HEART
ハート

1999/07/08 映画美学校試写室
他人に移植された心臓を母親が取り戻すサイコ・スリラー。
脚本は『司祭』のジミー・マクガヴァン。by K. Hattori


 心臓移植をめぐるイギリスのスリラー映画。これは恐い。血まみれの服をまとい、血のしたたるバッグを手に歩くひとりの女。彼女はとある墓地の地面を掘り起こし、バッグの中身を埋めようとする。そこに駆けつける警官たち。女は取り押さえられ、警察でそれまでのいきさつを告白する。女の名はマリア・マカードル。彼女の証言に登場するのは、重い心臓病を持つゲイリー、彼の妻テス、テスと不倫関係にある作家アレックス、コカイン中毒のニコラ、そしてマリアの息子ショーンだ……。

 ニコラの無謀運転でショーンが事故死し、その心臓がゲイリーに移植されたのが物語の発端だ。イギリスでも臓器の提供は匿名が原則だが、ゲイリーは新聞記事を検索して自分に移植された心臓の提供者を見つけ出す。ゲイリーは提供者の遺族を訪ねるが、死んだ息子の心臓を持つ男が目の前に現れたことで、息子の死を一度は受け入れたはずのマリアは、大きく心を動かされてしまう。息子は死んだが、その一部は今も生きている。だがその生き方は、マリアが望み、おそらく死んだ息子も望んでいたものとは大きく異なっていた。

 物語はゲイリーと妻テスと作家の三角関係と、ゲイリーとマリアと息子の心臓をめぐるドラマがからみ合い、分かちがたく結びついて行く。死者の心臓は単なる「もの」ではない。それは人間の人格を象徴する何かであり、命そのものの象徴でもある。心臓を提供されたゲイリーと、心臓を提供したショーンに強いシンパシーを感じるし、ショーンを女手ひとつで育て上げたマリアも、息子の心臓を持つゲイリーに強く引きつけられる。マリアにとって、ゲイリーは半分息子のような存在なのだ。彼女は世の母親がそうするように、息子の身代わりであるゲイリーの生活に侵入してくる。ゲイリーも彼女の期待に応えて、「よき息子」であろうとする。だがそれは、心臓移植に医療行為以上の意味を見いだしにくいテスにとって、不気味なストーカー行為に写ってしまうのだ。
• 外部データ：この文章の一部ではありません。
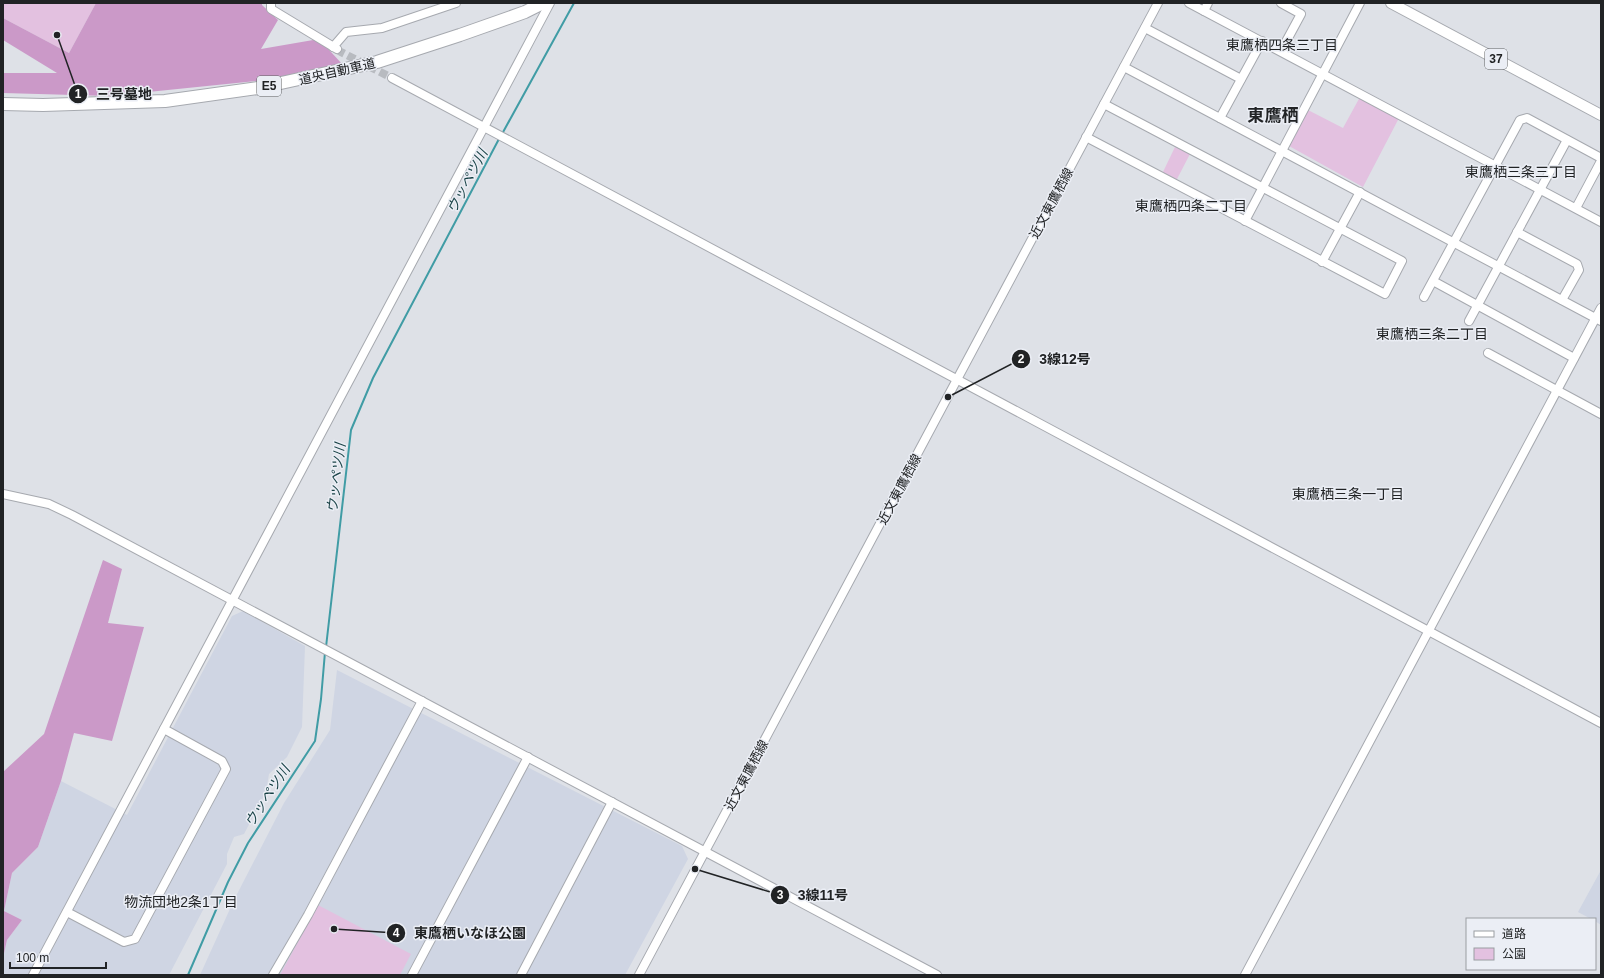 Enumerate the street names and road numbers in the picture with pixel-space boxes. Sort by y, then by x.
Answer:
road number: 37 [1485,49,1507,69]
street label: 道央自動車道 [297,55,377,88]
road number: E5 [257,76,281,96]
street label: 近文東鷹栖線 [1027,165,1076,241]
street label: 近文東鷹栖線 [875,451,924,527]
street label: 近文東鷹栖線 [722,737,771,813]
 タイトルが『HEART』なので、映画の冒頭でマリアの持っていた紙袋の中に心臓が入っていたことはすぐに察しがつく。おそらくそれは、ゲイリーに移植されたショーンの心臓だろう。なぜそれを、彼女が手に入れることになったのか? この映画は人間の愛憎関係を描いた心理サスペンスであり、心臓入手までのいきさつを描いたミステリーでもある。映画の冒頭からアッと驚くラストシーンまで、一瞬も目が離せません。
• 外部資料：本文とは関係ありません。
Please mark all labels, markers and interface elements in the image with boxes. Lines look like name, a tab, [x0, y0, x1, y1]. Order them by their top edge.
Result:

 監督はテレビ出身のチャールズ・マクドガルで、これが映画監督デビュー作。滅法面白い脚本を書いたのは、アントニア・バード監督作『司祭』の脚本を書いたジミー・マクガヴァン。このふたりは、テレビ「心理探偵フィッツ」でコンビを組んでいる。ゲイリーを演じるのは『シャロウ・グレイブ』『日陰のふたり』のクリストファー・エクルストン。マリア役は『バタフライ・キス』のサスキア・リーヴス。『ツィン・タウン』のリス・エヴァンスが嫌味な作家を好演している。